Late antiquity (4th to 6th centuries AD)




Late antiquity saw the rise of Christianity under Constantine I, finally ousting the Roman imperial cult with the Theodosian decrees of 393. Successive invasions of Germanic tribes finalized the decline of the Western Roman Empire in the 5th century, while the Eastern Roman Empire persisted throughout the Middle Ages, in a state called the Roman Empire by its citizens, and labeled the Byzantine Empire by later historians. Hellenistic philosophy was succeeded by continued developments in Platonism and Epicureanism, with Neoplatonism in due course influencing the theology of the Church Fathers.

Many writers have attempted to put a specific date on the symbolic "end" of antiquity with the most prominent dates being the deposing of the last Western Roman Emperor in 476, the closing of the last Platonic Academy in Athens by the Eastern Roman Emperor Justinian I in 529, and the conquest of much of the Mediterranean by the new Muslim faith from 634–718. These Muslim conquests, of Syria (637), Egypt (639), Cyprus (654), North Africa (665), Hispania (718), Southern Gaul (720), Crete (820), and Sicily (827), Malta (870) (and the sieges of the Eastern Roman capital, First Arab Siege of Constantinople (674–78) and Second Arab Siege of Constantinople (717–18)) severed the economic, cultural, and political links that had traditionally united the classical cultures around the Mediterranean, ending antiquity (see Pirenne Thesis).

The original Roman Senate continued to express decrees into the late 6th century, and the last Eastern Roman emperor to use Latin as the language of his court in Constantinople was emperor Maurice, who reigned until 602. The overthrow of Maurice by his mutinying Danube army under Phocas resulted in the Slavic invasion of the Balkans and the decline of Balkan and Greek urban culture (leading to the flight of Balkan Latin speakers to the mountains, see Origin of the Romanians), and also provoked the Byzantine–Sasanian War of 602–628 in which all the great eastern cities except Constantinople were lost. The resulting turmoil did not end until the Muslim conquests of the 7th century finalized the irreversible loss of all the largest Eastern Roman imperial cities besides the capital itself. The emperor Heraclius in Constantinople, who emerged during this period, conducted his court in Greek, not Latin, though Greek had always been an administrative language of the eastern Roman regions. Eastern-Western links weakened with the ending of the Byzantine Papacy.

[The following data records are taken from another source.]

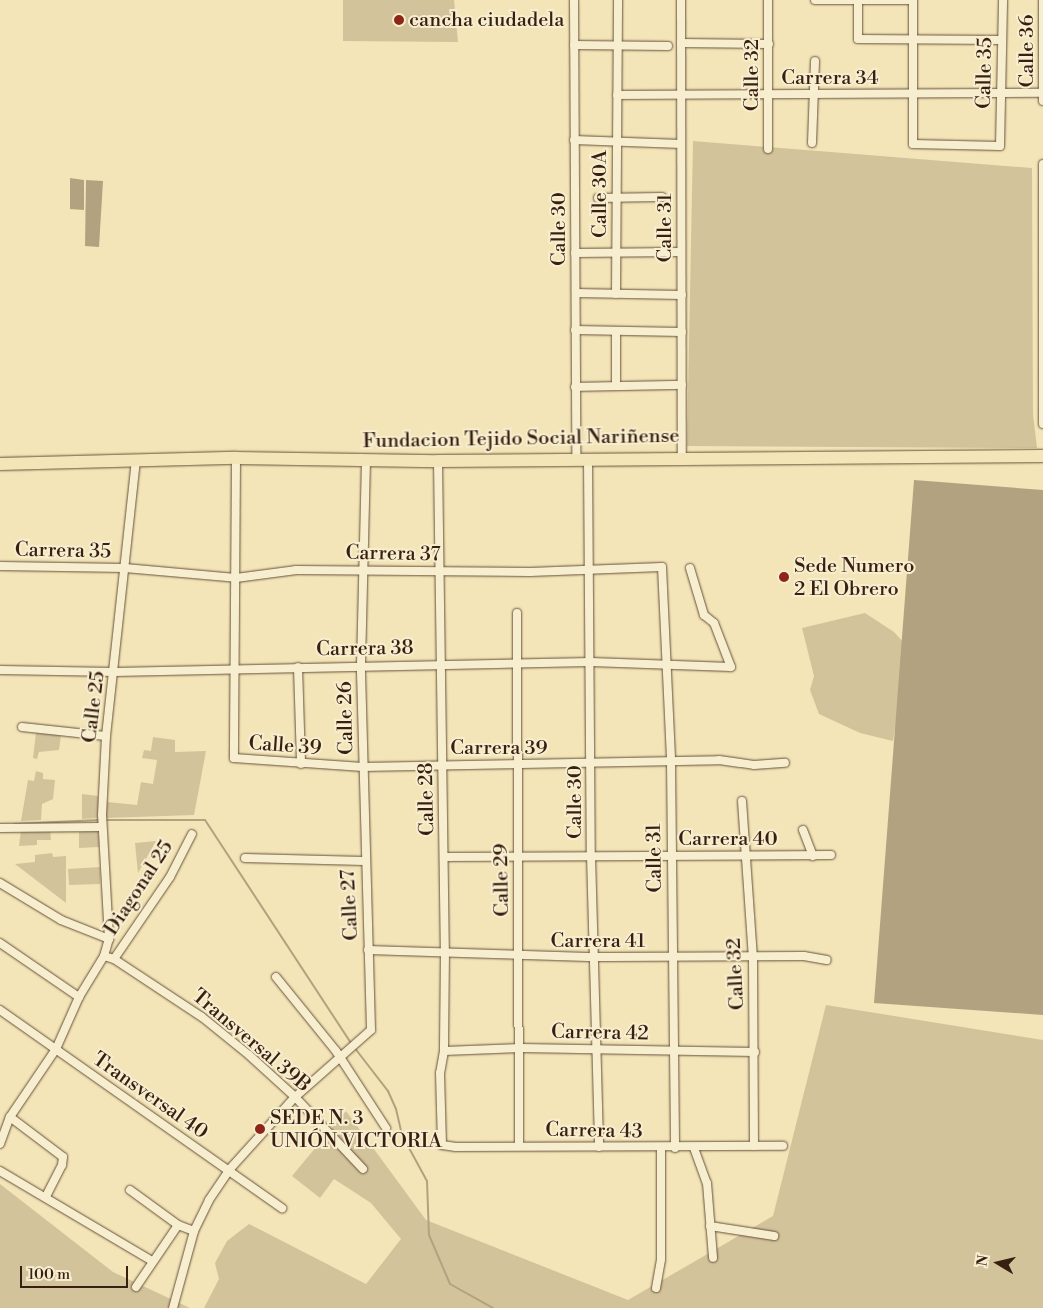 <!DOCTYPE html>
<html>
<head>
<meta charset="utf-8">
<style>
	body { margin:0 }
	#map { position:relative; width:1043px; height:1308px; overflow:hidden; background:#f3e5b7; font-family:"Libre Bodoni",serif }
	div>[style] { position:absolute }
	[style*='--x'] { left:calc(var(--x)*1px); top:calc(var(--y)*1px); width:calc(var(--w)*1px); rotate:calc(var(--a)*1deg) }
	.green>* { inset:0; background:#d3c39b }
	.water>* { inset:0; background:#b3a27f }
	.stream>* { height:2px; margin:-1px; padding:0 1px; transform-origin:1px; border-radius:1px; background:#b3a27f }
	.roads { filter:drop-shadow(0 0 1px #67503a) drop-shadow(0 0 1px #67503a) }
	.minor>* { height:8px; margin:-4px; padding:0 4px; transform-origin:4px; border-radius:4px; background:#f7eed0 }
	.primary>* { height:12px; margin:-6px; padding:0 6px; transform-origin:6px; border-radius:6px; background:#f3e5b7 }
	.dots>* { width:14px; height:14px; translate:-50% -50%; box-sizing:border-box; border:2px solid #f7eed0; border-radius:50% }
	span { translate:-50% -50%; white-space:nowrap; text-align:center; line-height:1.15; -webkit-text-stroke:4px #f7eed0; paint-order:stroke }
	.poi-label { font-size:20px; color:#381f11 }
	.left { translate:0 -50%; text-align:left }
	.street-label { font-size:20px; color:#381f11 }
	.north { position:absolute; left:973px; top:1238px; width:50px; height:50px; -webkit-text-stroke:4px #f7eed0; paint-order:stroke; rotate:279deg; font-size:14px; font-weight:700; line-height:20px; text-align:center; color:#381f11 }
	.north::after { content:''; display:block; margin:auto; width:18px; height:22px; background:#381f11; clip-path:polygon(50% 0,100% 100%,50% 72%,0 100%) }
	.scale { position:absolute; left:20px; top:1266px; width:108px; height:22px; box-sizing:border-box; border:2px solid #381f11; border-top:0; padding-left:6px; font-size:15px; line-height:18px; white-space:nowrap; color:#381f11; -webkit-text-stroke:4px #f7eed0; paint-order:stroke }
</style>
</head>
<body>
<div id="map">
	<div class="green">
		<div style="clip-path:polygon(343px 0,454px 0,458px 42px,343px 41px)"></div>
		<div style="clip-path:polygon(693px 141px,1032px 168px,1033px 414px,1037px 448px,687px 446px)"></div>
		<div style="clip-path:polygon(865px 613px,894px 632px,907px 646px,893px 741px,860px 733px,819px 714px,810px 690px,814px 676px,802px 628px)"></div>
		<div style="clip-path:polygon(36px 733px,61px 735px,59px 750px,39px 752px,37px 759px,33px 758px)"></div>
		<div style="clip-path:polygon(153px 737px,175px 740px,175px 752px,206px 751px,194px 815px,106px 818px,107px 802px,137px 805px,141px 782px,153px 784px,157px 760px,142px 758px,144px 750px,151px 751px)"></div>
		<div style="clip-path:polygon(36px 771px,43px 773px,43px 779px,55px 780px,53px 799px,42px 804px,41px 820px,21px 821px,28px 780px,34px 781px)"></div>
		<div style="clip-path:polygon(82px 794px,98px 796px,99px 818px,82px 819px)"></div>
		<div style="clip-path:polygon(21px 830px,50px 830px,51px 840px,37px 840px,37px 845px,19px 846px)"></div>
		<div style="clip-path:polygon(98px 831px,99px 847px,79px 848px,79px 832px)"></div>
		<div style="clip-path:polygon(156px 841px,138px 873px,135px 843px)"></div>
		<div style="clip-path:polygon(52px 853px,53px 857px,66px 856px,66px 903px,15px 864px,35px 862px,35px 855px)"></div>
		<div style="clip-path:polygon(100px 867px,100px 884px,69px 885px,68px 869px)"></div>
		<div style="clip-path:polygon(826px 1005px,1043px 1040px,1043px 1308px,204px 1308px,219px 1279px,215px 1263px,227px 1241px,249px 1224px,366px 1284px,401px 1239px,371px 1203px,334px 1179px,320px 1198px,292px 1176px,346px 1111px,426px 1220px,628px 1300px,773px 1216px)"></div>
		<div style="clip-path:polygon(0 1184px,113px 1272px,190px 1308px,0 1308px)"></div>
	</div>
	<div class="water">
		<div style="clip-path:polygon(70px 178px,84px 180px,84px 210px,70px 209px)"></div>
		<div style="clip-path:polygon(86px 180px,103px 181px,99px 247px,85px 246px)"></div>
		<div style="clip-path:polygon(914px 480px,1043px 490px,1043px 1015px,874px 1003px)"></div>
	</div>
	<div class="stream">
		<div style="--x:104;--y:820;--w:101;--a:0"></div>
		<div style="--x:205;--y:820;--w:267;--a:56.8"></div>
		<div style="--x:14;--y:824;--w:85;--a:-2.7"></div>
		<div style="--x:354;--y:1047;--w:56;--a:52.3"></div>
		<div style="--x:388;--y:1091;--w:20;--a:66"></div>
		<div style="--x:396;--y:1109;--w:27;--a:77"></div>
		<div style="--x:402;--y:1135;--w:52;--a:61.5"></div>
		<div style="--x:427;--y:1181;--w:54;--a:87.9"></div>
		<div style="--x:429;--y:1235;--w:53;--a:66.8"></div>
		<div style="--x:450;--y:1284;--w:49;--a:29.2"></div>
	</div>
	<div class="roads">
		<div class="minor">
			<div style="--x:574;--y:0;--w:458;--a:89.7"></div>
			<div style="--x:681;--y:0;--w:457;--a:89.9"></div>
			<div style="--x:768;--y:0;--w:149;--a:90"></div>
			<div style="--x:815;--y:0;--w:98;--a:0"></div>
			<div style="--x:858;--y:0;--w:39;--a:90"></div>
			<div style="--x:858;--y:39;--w:144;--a:0.4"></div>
			<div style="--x:913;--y:0;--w:144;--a:90"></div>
			<div style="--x:913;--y:144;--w:87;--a:1.3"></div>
			<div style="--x:1000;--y:146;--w:146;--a:-88.8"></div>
			<div style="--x:1043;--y:0;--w:101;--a:90"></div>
			<div style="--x:681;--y:43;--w:88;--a:0.7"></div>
			<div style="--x:574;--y:45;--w:94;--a:0.6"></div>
			<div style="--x:617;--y:95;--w:426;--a:-0.3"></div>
			<div style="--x:574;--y:140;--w:107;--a:2.1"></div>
			<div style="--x:812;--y:143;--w:82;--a:-87.9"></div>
			<div style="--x:1043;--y:164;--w:260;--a:90"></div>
			<div style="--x:598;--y:198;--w:64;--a:-0.9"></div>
			<div style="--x:575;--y:253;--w:106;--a:-0.5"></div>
			<div style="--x:576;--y:293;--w:106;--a:1.1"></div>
			<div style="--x:616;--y:294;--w:294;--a:-89.6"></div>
			<div style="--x:575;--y:330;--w:107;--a:1.1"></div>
			<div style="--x:616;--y:331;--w:55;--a:90"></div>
			<div style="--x:575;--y:387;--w:107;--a:-1.1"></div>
			<div style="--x:236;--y:458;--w:300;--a:90.4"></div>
			<div style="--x:234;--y:758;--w:129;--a:4"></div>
			<div style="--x:363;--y:767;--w:356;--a:-1.1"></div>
			<div style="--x:719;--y:760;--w:35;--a:8"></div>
			<div style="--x:754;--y:765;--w:31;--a:-4"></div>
			<div style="--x:588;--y:458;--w:397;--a:89.6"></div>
			<div style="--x:591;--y:855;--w:292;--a:88.4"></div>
			<div style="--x:438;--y:461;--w:490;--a:89.2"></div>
			<div style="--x:445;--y:951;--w:100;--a:90.6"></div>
			<div style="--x:444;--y:1051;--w:22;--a:100"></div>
			<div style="--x:440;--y:1073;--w:72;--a:88.4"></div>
			<div style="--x:442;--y:1145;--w:14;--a:8"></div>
			<div style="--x:456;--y:1147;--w:327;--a:-0.2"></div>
			<div style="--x:0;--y:566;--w:125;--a:0.9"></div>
			<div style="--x:125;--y:568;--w:111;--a:5.1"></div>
			<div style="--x:236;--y:578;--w:61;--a:-7.6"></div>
			<div style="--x:296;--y:570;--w:234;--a:0.5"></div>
			<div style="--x:530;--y:572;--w:132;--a:-2.2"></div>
			<div style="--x:662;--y:567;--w:194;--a:87.3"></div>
			<div style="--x:671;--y:761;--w:387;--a:89.4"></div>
			<div style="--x:517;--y:613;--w:533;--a:89.79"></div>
			<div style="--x:298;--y:667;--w:97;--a:88.2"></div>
			<div style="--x:0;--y:670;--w:115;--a:1"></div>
			<div style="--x:115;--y:672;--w:476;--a:-1.2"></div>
			<div style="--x:591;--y:662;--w:140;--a:2"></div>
			<div style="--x:731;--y:667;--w:47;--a:-111.1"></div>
			<div style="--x:714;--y:623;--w:13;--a:-141"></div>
			<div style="--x:704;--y:615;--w:49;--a:-106.6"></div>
			<div style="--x:22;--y:727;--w:84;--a:6.1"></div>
			<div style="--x:742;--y:801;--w:156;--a:86"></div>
			<div style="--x:753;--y:957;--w:189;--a:89.7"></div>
			<div style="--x:0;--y:828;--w:101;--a:-0.6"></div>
			<div style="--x:803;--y:830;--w:28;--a:69"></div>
			<div style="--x:444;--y:857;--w:387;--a:-0.3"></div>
			<div style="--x:245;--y:858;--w:119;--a:1.4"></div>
			<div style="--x:0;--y:883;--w:71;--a:31.2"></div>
			<div style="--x:61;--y:920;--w:52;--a:21.6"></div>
			<div style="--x:0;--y:943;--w:96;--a:34.4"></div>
			<div style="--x:368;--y:950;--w:228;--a:1.8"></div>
			<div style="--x:596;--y:957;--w:208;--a:-0.3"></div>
			<div style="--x:804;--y:956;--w:23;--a:10"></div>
			<div style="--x:104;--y:956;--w:10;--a:17"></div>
			<div style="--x:114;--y:959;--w:105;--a:33.4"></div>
			<div style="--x:202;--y:1017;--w:60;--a:39"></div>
			<div style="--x:249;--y:1055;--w:62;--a:42.4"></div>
			<div style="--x:295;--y:1097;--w:99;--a:46.6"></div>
			<div style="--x:114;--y:959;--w:99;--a:-55.7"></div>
			<div style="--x:170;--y:877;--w:48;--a:-62.9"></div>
			<div style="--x:276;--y:977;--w:95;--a:51"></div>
			<div style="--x:336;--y:1051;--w:92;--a:57"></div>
			<div style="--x:0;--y:1010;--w:345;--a:35.1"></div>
			<div style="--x:444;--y:1051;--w:77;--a:-2.2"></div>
			<div style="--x:521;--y:1048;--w:234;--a:1"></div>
			<div style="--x:10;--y:1117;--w:66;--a:37"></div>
			<div style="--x:63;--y:1157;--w:8;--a:97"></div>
			<div style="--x:62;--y:1165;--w:35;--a:117"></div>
			<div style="--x:0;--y:1144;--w:29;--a:-70"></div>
			<div style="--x:10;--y:1117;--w:82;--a:-55.9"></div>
			<div style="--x:56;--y:1049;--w:57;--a:-66.1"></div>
			<div style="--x:79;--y:997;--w:48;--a:-58.6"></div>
			<div style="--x:104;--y:956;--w:18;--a:-74"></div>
			<div style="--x:109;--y:939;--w:124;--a:-93.2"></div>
			<div style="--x:102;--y:815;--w:79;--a:-87.1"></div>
			<div style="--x:106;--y:736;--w:276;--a:-83.8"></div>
			<div style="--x:694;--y:1148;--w:37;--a:70"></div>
			<div style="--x:707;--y:1183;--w:75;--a:85.4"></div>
			<div style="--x:0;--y:1171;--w:177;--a:30.6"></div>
			<div style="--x:130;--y:1190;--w:59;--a:36.1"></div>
			<div style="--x:178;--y:1225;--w:17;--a:21"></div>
			<div style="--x:710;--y:1226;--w:65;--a:8.9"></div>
			<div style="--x:136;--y:1287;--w:75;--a:-55.9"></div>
			<div style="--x:656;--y:1288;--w:29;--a:-80"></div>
			<div style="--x:661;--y:1259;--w:111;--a:-90"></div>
			<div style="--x:173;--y:1308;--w:80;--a:-74.7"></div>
			<div style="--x:194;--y:1231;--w:34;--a:-64"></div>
			<div style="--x:209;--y:1200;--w:36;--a:-56"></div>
			<div style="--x:229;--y:1170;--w:98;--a:-47.9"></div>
			<div style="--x:295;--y:1097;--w:101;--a:-41.4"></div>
			<div style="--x:371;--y:1030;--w:365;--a:-91.6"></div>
			<div style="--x:361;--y:665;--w:205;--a:-88.6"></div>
		</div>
		<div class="primary">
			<div style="--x:0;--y:464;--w:236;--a:-1.5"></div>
			<div style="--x:236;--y:458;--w:202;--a:0.9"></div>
			<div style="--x:438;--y:461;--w:605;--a:-0.47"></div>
		</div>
	</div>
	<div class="dots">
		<div style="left:399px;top:20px;background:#8f2418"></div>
		<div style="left:784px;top:577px;background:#8f2418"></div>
		<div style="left:260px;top:1129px;background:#8f2418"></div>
	</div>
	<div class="poi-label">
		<span class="left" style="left:409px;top:20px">cancha ciudadela</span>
		<span class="left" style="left:794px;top:578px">Sede Numero<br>2 El Obrero</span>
		<span class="left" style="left:270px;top:1130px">SEDE N. 3<br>UNIÓN VICTORIA</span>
	</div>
	<div class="street-label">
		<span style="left:1027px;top:51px;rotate:-90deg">Calle 36</span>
		<span style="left:985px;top:73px;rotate:-89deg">Calle 35</span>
		<span style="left:752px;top:75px;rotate:-90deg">Calle 32</span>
		<span style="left:830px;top:78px">Carrera 34</span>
		<span style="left:600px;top:194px;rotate:-90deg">Calle 30A</span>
		<span style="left:665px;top:228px;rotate:-90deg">Calle 31</span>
		<span style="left:559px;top:229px;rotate:-90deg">Calle 30</span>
		<span style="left:521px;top:439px;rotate:-1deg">Fundacion Tejido Social Nariñense</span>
		<span style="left:63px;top:551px;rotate:1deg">Carrera 35</span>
		<span style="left:393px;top:554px;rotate:1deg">Carrera 37</span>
		<span style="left:365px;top:649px;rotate:-1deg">Carrera 38</span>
		<span style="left:94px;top:707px;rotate:-83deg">Calle 25</span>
		<span style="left:346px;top:718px;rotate:-91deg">Calle 26</span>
		<span style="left:285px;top:746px;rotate:4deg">Calle 39</span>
		<span style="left:499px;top:748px">Carrera 39</span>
		<span style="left:427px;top:799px;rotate:-91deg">Calle 28</span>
		<span style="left:575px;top:802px;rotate:-90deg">Calle 30</span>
		<span style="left:728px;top:839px">Carrera 40</span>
		<span style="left:655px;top:858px;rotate:-91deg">Calle 31</span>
		<span style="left:502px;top:880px;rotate:-91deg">Calle 29</span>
		<span style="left:139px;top:888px;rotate:-57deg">Diagonal 25</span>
		<span style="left:350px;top:905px;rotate:-93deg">Calle 27</span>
		<span style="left:598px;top:941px">Carrera 41</span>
		<span style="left:736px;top:974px;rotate:-93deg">Calle 32</span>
		<span style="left:600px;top:1033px;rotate:1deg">Carrera 42</span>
		<span style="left:251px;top:1041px;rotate:40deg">Transversal 39B</span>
		<span style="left:150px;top:1096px;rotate:35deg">Transversal 40</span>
		<span style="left:594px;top:1131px;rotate:1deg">Carrera 43</span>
	</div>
	<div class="north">N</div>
	<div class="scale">100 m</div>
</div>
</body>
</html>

The Eastern Roman empire's capital city of Constantinople was left as the only unconquered large urban center of the original Roman empire, as well as being the largest city in Europe. Over the next millennium the Roman culture of that city would slowly change, leading modern historians to refer to it by a new name, Byzantine, though many classical books, sculptures, and technologies survived there along with classical Roman cuisine and scholarly traditions, well into the Middle Ages, when much of it was "rediscovered" by visiting Western crusaders. Indeed, the inhabitants of Constantinople continued to refer to themselves as Romans, as did their eventual conquerors in 1453, the Ottomans. (see Rûm and Romaioi.) The classical scholarship and culture that was still preserved in Constantinople were brought by refugees fleeing its conquest in 1453 and helped to spark the Renaissance (see Greek scholars in the Renaissance).

Ultimately, it was a slow, complex, and graduated change in the socio-economic structure in European history that led to the changeover between Classical antiquity and Medieval society and no specific date can truly exemplify that.